The general problem of Information Extraction is to pull labeled phrases (names, addresses, etc.) out of free text. The basic idea of our approach (which seems to be kicking around a lot!) is to model everything you can as first-class relational data in a database. In this case, “everything” includes free text, statistical model parameters, and the ongoing state of an algorithm.
First, building on the BayesStore work on Probabilistic Databases, Daisy noted that the statistical correlation model for Conditional Random Fields can be naturally stored in database tables. Then, she played the traditional trick of converting free text into an inverted index — i.e., a table with the schema (docId, position, word). Finally, she put together the fact that the famous Viterbi Inference algorithm is a simple dynamic programming technique, so the data structure for the algorithm (the DP table) can be stored as a relation, and the logic of the algorithm can be written as a (recursive) SQL query.
The result? Every word in a document is automatically given a “label” (think of an XML-style “tag”) that identifies its structure. This means that items in text (including phrases) can be extracted as People, Companies, Addresses, Calendar Events, Celebrities, etc. And you can integrate queries on your structured data with queries over these tags — all in SQL. So you can, for example, write ad-hoc SQL queries that find prices and dates inside classified ads for Jaguar cars, without getting confused about animals or football teams. Since it’s free-form SQL, you can adapt that query to compute averages or standard deviations of prices, trends of prices over time, etc. As you wish.

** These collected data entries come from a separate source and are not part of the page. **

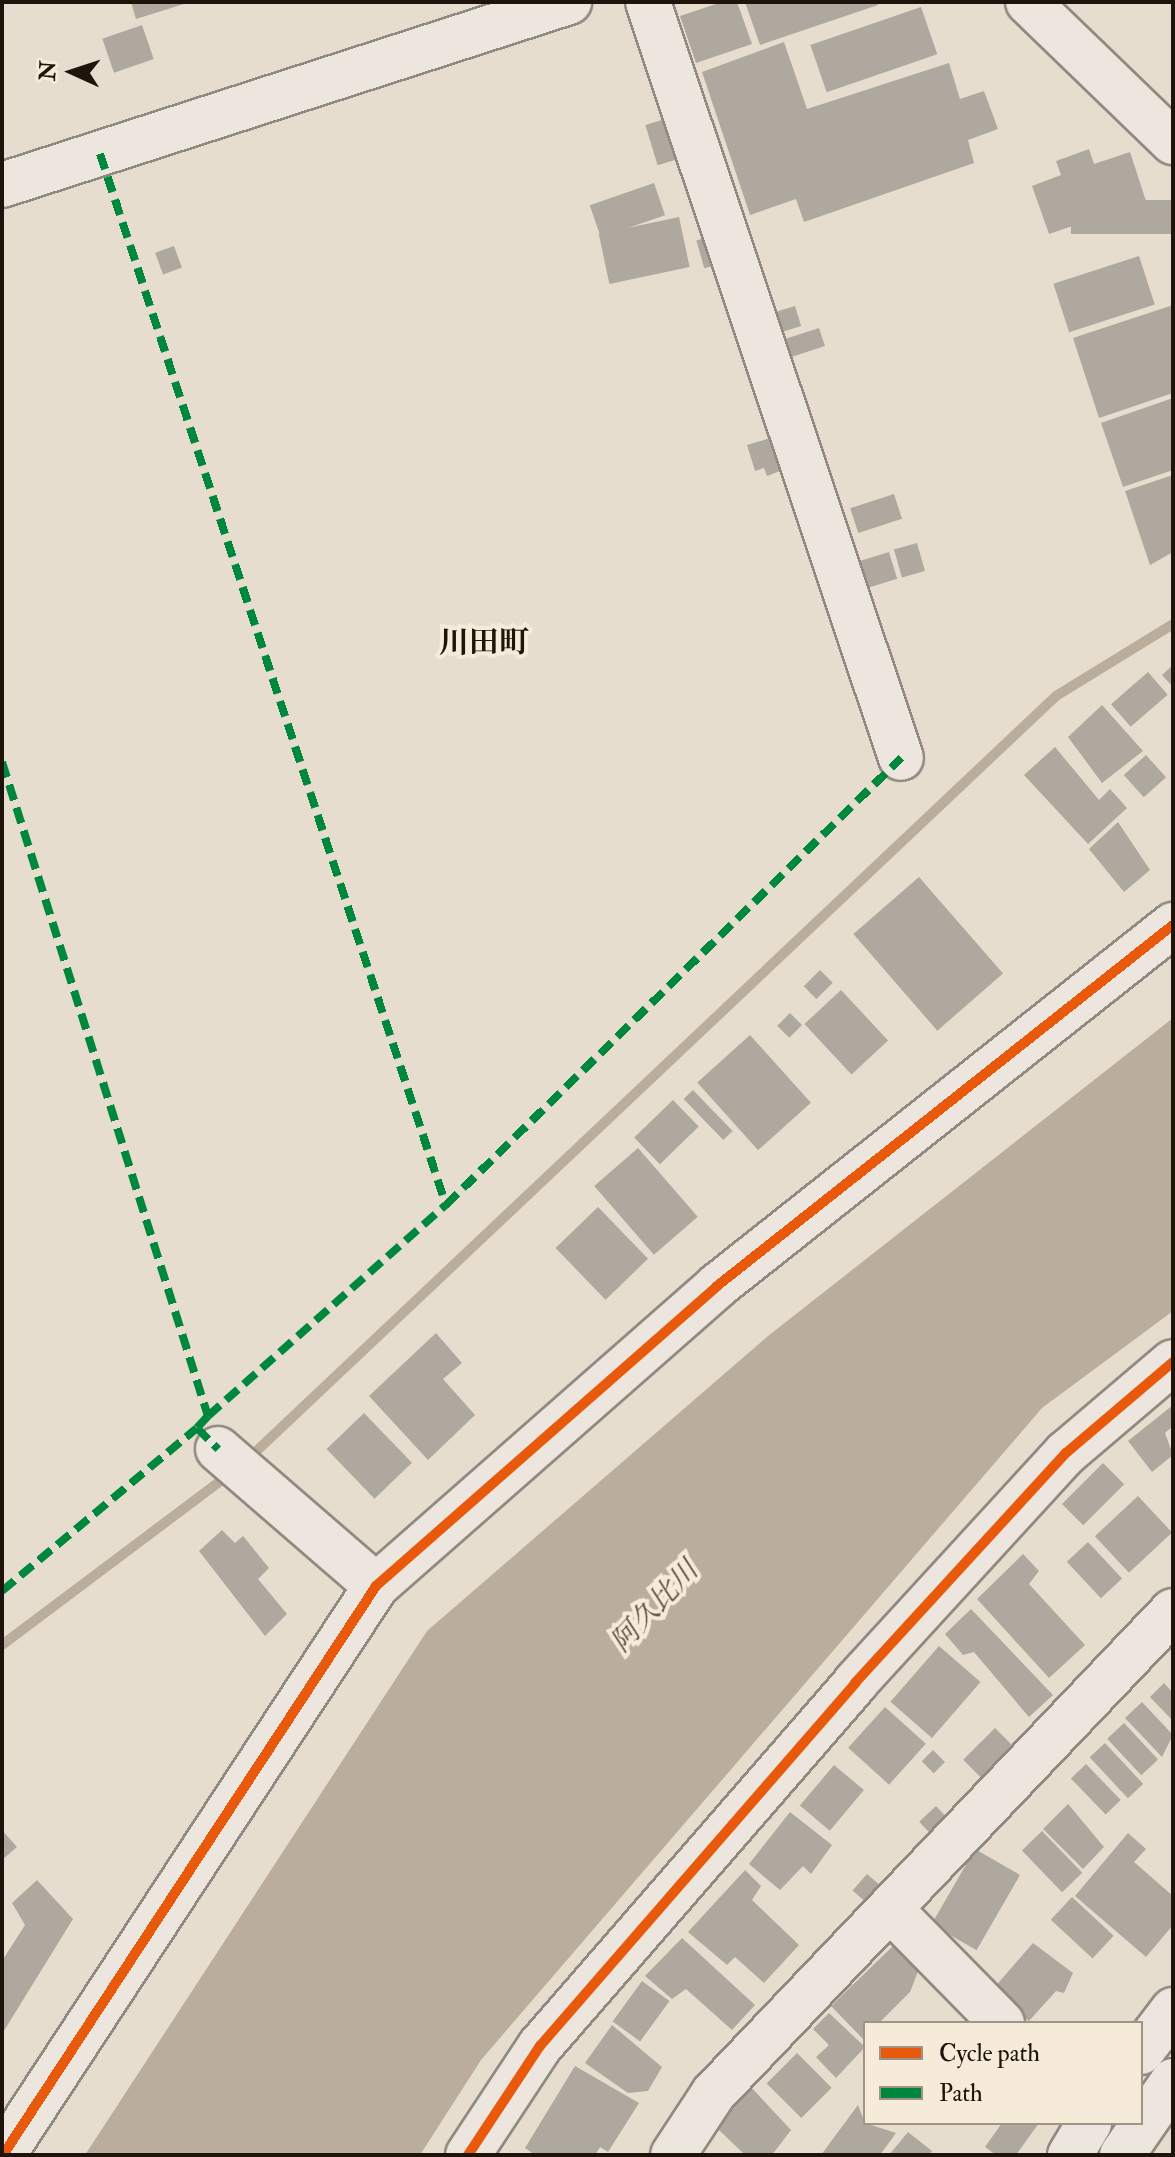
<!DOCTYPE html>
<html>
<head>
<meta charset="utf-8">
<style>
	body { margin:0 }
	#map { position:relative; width:1175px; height:2157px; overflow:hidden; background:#e6ddce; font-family:"IM FELL Double Pica","Noto Serif JP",serif }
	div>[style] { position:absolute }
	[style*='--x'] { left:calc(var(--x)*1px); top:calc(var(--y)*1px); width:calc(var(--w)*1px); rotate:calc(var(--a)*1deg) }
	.water>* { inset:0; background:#bbad9b }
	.stream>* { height:10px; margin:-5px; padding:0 5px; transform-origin:5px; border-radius:5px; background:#bbad9b }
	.building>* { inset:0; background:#afa89e; transform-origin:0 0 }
	.roads { filter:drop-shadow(2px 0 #918a81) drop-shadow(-2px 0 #918a81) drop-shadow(0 2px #918a81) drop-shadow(0 -2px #918a81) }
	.minor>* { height:44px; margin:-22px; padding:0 22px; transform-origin:22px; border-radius:22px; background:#ece6df }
	.quiet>* { height:8px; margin-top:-4px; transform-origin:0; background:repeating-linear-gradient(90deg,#00873e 0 16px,transparent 0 24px) }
	.cycleway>* { height:10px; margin:-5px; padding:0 5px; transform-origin:5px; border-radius:5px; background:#e8590c }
	span { translate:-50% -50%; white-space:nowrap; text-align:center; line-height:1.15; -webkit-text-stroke:8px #f6ead9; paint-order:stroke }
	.water-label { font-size:28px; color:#5d5042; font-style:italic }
	.quarter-label { font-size:30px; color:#1e140c; font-weight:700 }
	.frame { position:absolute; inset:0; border:4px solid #1e140c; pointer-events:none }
	.legend { position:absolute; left:863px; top:2021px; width:280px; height:104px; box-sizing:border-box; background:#f6ead9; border:2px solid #a09487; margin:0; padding:10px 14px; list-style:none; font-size:24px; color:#1e140c }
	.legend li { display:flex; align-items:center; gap:16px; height:40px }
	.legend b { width:40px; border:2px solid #a09487 }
	.north { position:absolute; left:32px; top:32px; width:80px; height:80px; -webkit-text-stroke:6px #f6ead9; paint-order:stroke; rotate:273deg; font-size:22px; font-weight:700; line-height:32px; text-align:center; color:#1e140c }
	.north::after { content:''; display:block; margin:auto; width:28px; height:36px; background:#1e140c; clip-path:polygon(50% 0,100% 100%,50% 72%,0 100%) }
</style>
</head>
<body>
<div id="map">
	<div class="water">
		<div style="clip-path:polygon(1173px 1018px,1173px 1311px,1042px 1408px,481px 2060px,420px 2155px,85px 2155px,427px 1631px,768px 1336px)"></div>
	</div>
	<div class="stream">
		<div style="--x:246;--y:1461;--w:1114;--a:-43.36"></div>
		<div style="--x:1056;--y:696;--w:137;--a:-31.6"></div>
		<div style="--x:2;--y:1645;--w:286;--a:-36.9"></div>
	</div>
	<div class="building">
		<div style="clip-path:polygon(131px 2px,187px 2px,187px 3px,136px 19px)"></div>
		<div style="clip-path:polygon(722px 2px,737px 2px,752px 44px,696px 63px,680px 16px)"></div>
		<div style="clip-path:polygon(745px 2px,877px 2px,878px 5px,760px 45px)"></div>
		<div style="left:921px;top:7px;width:50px;height:117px;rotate:71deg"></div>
		<div style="left:142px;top:25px;width:36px;height:42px;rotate:71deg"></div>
		<div style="clip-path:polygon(784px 42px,807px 109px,949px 63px,960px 99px,984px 91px,998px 129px,968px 140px,974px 163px,804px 222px,796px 199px,750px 215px,702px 72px)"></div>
		<div style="left:675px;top:116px;width:42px;height:31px;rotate:73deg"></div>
		<div style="clip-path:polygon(1089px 149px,1094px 164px,1130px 152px,1146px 201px,1049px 234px,1032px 186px,1061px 175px,1056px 161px)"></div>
		<div style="left:654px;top:183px;width:34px;height:68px;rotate:71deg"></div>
		<div style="left:1173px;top:200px;width:34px;height:102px;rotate:90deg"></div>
		<div style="left:679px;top:217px;width:51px;height:82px;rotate:78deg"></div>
		<div style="left:705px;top:238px;width:29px;height:9px;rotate:74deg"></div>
		<div style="left:174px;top:246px;width:23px;height:20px;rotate:70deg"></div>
		<div style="left:1139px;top:256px;width:51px;height:90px;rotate:72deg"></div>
		<div style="clip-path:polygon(1173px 305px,1173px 393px,1099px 418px,1073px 338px)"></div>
		<div style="left:795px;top:306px;width:21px;height:20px;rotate:73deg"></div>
		<div style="left:819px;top:328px;width:19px;height:36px;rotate:72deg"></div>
		<div style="clip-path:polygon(1173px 398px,1173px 470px,1123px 487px,1101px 423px)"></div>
		<div style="clip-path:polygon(777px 436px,788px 468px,767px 476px,764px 468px,755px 471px,747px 445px)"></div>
		<div style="clip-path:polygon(1173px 475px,1173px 552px,1150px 565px,1125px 491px)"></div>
		<div style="left:894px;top:494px;width:26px;height:46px;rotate:72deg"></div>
		<div style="left:917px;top:543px;width:29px;height:24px;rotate:74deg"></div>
		<div style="left:889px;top:552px;width:28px;height:35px;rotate:73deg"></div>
		<div style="clip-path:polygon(1173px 665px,1173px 687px,1162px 675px)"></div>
		<div style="left:1148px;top:672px;width:30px;height:49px;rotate:49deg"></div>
		<div style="clip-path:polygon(1102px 705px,1143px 751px,1102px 783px,1068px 737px)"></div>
		<div style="clip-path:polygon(1055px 747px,1099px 800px,1110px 789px,1127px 808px,1088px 844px,1024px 775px)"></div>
		<div style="left:1146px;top:755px;width:30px;height:30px;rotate:48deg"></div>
		<div style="clip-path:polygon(1118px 822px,1150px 870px,1124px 892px,1089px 849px)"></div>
		<div style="left:919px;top:877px;width:128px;height:87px;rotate:49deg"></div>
		<div style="left:820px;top:970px;width:18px;height:23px;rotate:45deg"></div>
		<div style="left:841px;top:990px;width:69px;height:50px;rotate:47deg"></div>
		<div style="left:790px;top:1013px;width:17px;height:18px;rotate:45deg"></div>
		<div style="left:750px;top:1035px;width:91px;height:71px;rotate:48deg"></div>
		<div style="left:693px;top:1090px;width:57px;height:13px;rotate:46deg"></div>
		<div style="left:673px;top:1100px;width:37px;height:54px;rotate:46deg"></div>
		<div style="left:638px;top:1148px;width:91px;height:58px;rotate:49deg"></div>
		<div style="left:598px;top:1207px;width:72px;height:59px;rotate:46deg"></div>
		<div style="clip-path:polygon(436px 1333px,462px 1363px,443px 1379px,475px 1415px,428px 1460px,369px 1396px)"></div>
		<div style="clip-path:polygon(1173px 1405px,1173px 1426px,1165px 1433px,1173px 1455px,1152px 1472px,1128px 1441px)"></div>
		<div style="left:364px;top:1413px;width:69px;height:52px;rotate:46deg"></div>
		<div style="left:1103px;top:1463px;width:30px;height:58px;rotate:45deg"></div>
		<div style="left:1138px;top:1496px;width:50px;height:59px;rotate:47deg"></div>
		<div style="clip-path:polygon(222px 1530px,235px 1543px,243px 1536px,269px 1568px,258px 1579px,287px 1614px,265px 1636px,199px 1551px)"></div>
		<div style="left:1088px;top:1542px;width:50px;height:29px;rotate:47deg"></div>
		<div style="clip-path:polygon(1023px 1554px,1039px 1571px,1029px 1584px,1085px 1645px,1049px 1678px,977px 1599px)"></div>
		<div style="clip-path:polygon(971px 1609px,1053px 1695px,1029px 1717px,974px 1652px,963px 1655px,945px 1634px)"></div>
		<div style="left:939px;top:1646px;width:55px;height:74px;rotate:41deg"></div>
		<div style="clip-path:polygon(1164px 1683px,1173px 1693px,1173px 1721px,1150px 1697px)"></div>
		<div style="clip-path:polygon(1142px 1702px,1173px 1735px,1162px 1757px,1125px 1718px)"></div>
		<div style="left:885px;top:1707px;width:55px;height:55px;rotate:42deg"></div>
		<div style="left:1124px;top:1723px;width:50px;height:23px;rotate:47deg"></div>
		<div style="left:995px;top:1728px;width:30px;height:45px;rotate:45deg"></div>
		<div style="left:1105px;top:1743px;width:56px;height:21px;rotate:47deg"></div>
		<div style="left:933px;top:1750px;width:17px;height:16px;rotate:45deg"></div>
		<div style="left:1086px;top:1764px;width:50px;height:21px;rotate:46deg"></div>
		<div style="left:834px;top:1765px;width:39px;height:53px;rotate:40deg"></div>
		<div style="clip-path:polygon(1068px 1804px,1104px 1847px,1083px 1869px,1043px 1829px)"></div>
		<div style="left:936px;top:1806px;width:21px;height:23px;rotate:47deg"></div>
		<div style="clip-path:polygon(790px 1812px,832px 1845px,811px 1874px,803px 1866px,780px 1890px,749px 1864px)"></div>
		<div style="clip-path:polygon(2px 1830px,17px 1847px,2px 1860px)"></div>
		<div style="left:1042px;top:1831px;width:58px;height:28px;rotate:46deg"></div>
		<div style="clip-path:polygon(1128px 1833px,1146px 1849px,1134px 1862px,1173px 1896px,1173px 1925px,1146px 1957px,1075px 1896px)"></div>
		<div style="left:975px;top:1849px;width:52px;height:87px;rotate:30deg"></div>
		<div style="clip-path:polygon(745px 1870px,761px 1886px,752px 1900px,799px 1945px,764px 1983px,735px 1957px,727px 1965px,688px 1932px)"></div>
		<div style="left:867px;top:1874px;width:23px;height:22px;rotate:41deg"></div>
		<div style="clip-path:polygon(37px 1880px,73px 1919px,2px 2034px,2px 1961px,25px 1925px,12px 1903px)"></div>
		<div style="left:1072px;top:1897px;width:57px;height:31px;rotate:43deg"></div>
		<div style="clip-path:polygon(682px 1938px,755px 2005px,732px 2030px,686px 1989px,672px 1999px,645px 1976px)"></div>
		<div style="clip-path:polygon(1033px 1943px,1073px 1973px,1064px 1993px,1056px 1991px,1029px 2021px,993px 1989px)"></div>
		<div style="clip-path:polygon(894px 1945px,919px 1969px,910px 1992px,879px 2023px,865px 2023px,863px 2039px,831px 2006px)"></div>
		<div style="left:642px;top:1981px;width:34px;height:50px;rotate:36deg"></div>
		<div style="clip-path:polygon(829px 2013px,865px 2047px,836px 2078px,816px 2057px,829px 2045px,813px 2029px)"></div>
		<div style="clip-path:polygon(612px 2025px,662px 2067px,648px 2091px,628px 2093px,585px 2063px)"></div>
		<div style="left:797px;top:2053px;width:49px;height:43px;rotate:45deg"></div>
		<div style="clip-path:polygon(575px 2066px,639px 2103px,608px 2152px,600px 2147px,595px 2155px,535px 2155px,525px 2148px)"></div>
		<div style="clip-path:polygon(750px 2086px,791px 2130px,772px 2155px,745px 2155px,718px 2129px)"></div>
		<div style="clip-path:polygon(858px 2105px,865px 2123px,896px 2133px,880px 2155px,821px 2155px)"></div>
		<div style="clip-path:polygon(1002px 2123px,1039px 2123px,1016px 2155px,996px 2155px,985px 2147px)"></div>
		<div style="clip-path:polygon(908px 2132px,932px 2151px,929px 2155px,889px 2155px)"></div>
	</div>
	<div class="roads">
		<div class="minor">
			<div style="--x:648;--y:2;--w:797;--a:71.5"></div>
			<div style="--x:1028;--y:2;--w:202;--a:44"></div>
			<div style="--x:2;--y:185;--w:596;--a:-17.89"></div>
			<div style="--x:218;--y:1449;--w:209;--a:40.9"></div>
			<div style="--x:892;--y:1911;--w:157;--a:45.5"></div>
			<div style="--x:1141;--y:2052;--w:53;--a:-52.7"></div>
			<div style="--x:3;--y:2155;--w:680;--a:-56.75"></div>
			<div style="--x:376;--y:1586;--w:454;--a:-41.3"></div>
			<div style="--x:717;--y:1286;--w:582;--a:-38.37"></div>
			<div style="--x:468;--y:2155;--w:131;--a:-56.6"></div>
			<div style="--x:540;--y:2046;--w:481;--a:-49"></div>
			<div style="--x:855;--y:1683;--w:312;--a:-47.5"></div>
			<div style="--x:1066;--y:1453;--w:140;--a:-40.4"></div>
			<div style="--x:673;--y:2155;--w:73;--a:-56.7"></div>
			<div style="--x:713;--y:2094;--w:667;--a:-46.4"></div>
			<div style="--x:1070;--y:2155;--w:37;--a:-59"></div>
			<div style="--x:1122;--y:2155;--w:90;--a:-55.4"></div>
		</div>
	</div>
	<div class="quiet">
		<div style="--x:100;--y:154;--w:1106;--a:71.78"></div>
		<div style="--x:2;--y:762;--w:686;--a:72.52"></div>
		<div style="--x:208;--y:1416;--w:16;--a:133"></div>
		<div style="--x:197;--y:1428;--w:30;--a:45"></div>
		<div style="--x:208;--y:1416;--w:318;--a:-41.6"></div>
		<div style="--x:446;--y:1205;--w:638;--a:-44.49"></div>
		<div style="--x:2;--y:1591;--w:254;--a:-39.9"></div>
	</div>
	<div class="cycleway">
		<div style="--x:3;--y:2155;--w:680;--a:-56.75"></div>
		<div style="--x:376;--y:1586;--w:454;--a:-41.3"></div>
		<div style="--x:717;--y:1286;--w:582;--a:-38.37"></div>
		<div style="--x:468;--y:2155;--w:131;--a:-56.6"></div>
		<div style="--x:540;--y:2046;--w:481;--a:-49"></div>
		<div style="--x:855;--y:1683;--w:312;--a:-47.5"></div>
		<div style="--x:1066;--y:1453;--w:140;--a:-40.4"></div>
	</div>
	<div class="water-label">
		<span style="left:655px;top:1607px;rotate:-47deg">阿久比川</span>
	</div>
	<div class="quarter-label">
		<span style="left:484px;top:643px">川田町</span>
	</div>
	<div class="frame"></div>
	<ul class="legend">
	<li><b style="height:10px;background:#e8590c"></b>Cycle path</li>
	<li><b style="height:10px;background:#00873e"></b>Path</li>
	</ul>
	<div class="north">N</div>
</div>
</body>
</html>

There are a bunch of things I like about this. First and foremost, this extends a nice line of research on declarative information extraction that friends and colleagues have been working on for some time at places like Wisconsin, Yahoo!, IBM, and IIT Bombay, and puts it simultaneously on a strong statistical footing, and a grounded and reusable database footing. Second, it takes a lot of the relatively exotic research work that folks have been doing on probabilistic databases, and shows how to roll it out for a key application in a way that can have immediate practical impact. This stuff can be used in vanilla PostgreSQL right away (well, in the beta of v8.4), without buying into a new probabilistic data model or language extension, or embracing reasoning with uncertainty. (Though if you do embrace that stuff, you now have a robust probabilistic interpretation to work with including full marginal inference.) Along the way are various feats of derring-do, including the fact that the SQL version in PostgreSQL runs as fast or faster than the handwritten open-source implementation of Viterbi, and various query optimization tricks to make queries on top of the text labels run more quickly than you’d get if you hadn’t integrated into the DBMS.